The Festa di Santa Domenica – or the Festival of Light and illumination, as it is now known, is one of Europes oldest and most long standing celebrations, having its origins millennia ago in Roman times during the reign of the Emperor Diocletian.

Saint Domenica, born 287 AD , was originally named Kyriaki and was the daughter of a wealthy provincial family from the town of Tropea in modern day Calabria. Practicing Christianity her family came to the attention of the authorities and were subjected to ever increasing pressure to renounce their convictions and beliefs. Kyriaki however, not only continued to practice Christianity but, due to her faith and extraordinary miraculous acts, encouraged many conversions to the outlawed religion. To save their lives, her parents Dorotea and Arsenia eventually accepted forced exile to the region of the Euphrates – but Kyriaki stayed in southern Italy touring and preaching throughout the region.

During her travels she visited the town now known as Scorrano of which she became particularly fond. Eventually however she was arrested, tried and sentenced to death by being thrown to the lions. However the lions remained impassive and docile around her and at the end of the day she still remained unharmed.

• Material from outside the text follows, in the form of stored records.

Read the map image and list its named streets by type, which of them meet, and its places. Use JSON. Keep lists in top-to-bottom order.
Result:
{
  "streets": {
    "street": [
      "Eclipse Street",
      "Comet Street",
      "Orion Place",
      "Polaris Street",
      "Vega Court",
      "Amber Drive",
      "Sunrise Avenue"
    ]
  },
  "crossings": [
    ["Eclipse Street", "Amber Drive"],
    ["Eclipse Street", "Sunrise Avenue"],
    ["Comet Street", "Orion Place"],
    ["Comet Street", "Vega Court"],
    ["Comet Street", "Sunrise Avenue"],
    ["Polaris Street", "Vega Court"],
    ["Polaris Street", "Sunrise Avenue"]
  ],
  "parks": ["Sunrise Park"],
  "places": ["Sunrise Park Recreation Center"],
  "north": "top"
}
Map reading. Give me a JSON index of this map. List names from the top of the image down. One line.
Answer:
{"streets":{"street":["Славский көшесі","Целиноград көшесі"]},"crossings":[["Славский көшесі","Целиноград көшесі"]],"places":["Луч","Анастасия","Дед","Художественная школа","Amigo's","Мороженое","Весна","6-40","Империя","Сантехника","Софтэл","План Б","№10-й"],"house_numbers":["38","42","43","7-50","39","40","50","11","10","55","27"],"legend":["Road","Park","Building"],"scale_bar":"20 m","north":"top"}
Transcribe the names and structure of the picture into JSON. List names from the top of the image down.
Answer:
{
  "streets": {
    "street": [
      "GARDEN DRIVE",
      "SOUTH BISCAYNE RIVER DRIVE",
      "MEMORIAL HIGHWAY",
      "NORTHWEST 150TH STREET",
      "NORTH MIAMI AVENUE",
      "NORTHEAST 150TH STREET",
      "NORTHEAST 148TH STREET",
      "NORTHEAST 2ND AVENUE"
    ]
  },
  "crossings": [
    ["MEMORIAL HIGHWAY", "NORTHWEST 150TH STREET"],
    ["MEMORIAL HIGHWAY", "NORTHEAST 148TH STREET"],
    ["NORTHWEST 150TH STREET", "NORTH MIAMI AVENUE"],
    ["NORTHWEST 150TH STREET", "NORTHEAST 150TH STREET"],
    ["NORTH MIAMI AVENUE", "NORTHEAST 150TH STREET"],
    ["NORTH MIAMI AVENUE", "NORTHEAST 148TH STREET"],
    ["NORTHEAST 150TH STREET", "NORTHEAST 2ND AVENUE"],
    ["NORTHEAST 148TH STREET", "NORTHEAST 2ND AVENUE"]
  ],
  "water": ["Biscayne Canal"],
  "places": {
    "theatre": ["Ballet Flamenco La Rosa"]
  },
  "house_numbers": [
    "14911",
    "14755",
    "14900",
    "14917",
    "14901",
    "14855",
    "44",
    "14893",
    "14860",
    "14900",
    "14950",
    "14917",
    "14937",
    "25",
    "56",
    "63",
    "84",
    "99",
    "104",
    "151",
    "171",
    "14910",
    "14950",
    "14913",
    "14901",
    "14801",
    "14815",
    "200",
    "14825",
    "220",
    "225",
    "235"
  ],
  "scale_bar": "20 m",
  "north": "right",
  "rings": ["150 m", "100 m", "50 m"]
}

Incarcerated and tried again she was sentenced by death by beheading, which, at the age of just 16 years old, this time was duly carried out on July 6th 303 AD. Originally interred for many years at Vizzini, her remains were later transferred to the Cathedral of Tropea and reburied.

The town of Scorrano like many others in due course became victim to a virulent form of the plague sweeping into southern Europe, and during the height of the outbreak, Kyriaki (now known as Saint Domenica) appeared in a vision to an old woman in the afflicted town, and she promised that if the townspeople lit an oil lamp in the windows of each house where the inhabitants were sick, she would offer them her protection and patronage by saving them from the plague.

Soon the town glistened with lights and the plagues grip on the populace weakened, the people who had obeyed her wishes recovered, and the people proclaimed her as the towns’ Patron Saint.

The Festival of Light and Illumination was born.

Today the town of Scorrano is ablaze with light on the 5th, 6th and 7th July each year – these being the three nights still dedicated to the Saints memory, and in an area of Italy renowned for its festivals, festas and amazing displays of lights and fireworks, Scorrano manages every year to put every other light festival in the shade. Every year Scorrano holds a different theme, and in previous years, famous landmarks of the cities of Rome, Paris London, New York, India’s Taj Mahal have all been depicted and fantastically replicated in multicoloured rainbows of light high over the roofs of Scorrano.

The Carnival atmosphere washes over the town for the festivals duration, with parades, street food, open air restaurants and cafes, local, regional and national delicacies are cooked on pavement stalls, musicians, jugglers and entertainers perform for the exuberant crowds of people of all ages, from small children to elderly pensioners all enjoying the holiday atmosphere and fun of this unforgettable festa. Located just 40 mins from our Villas, this occasion is an event that really and truly should not be missed.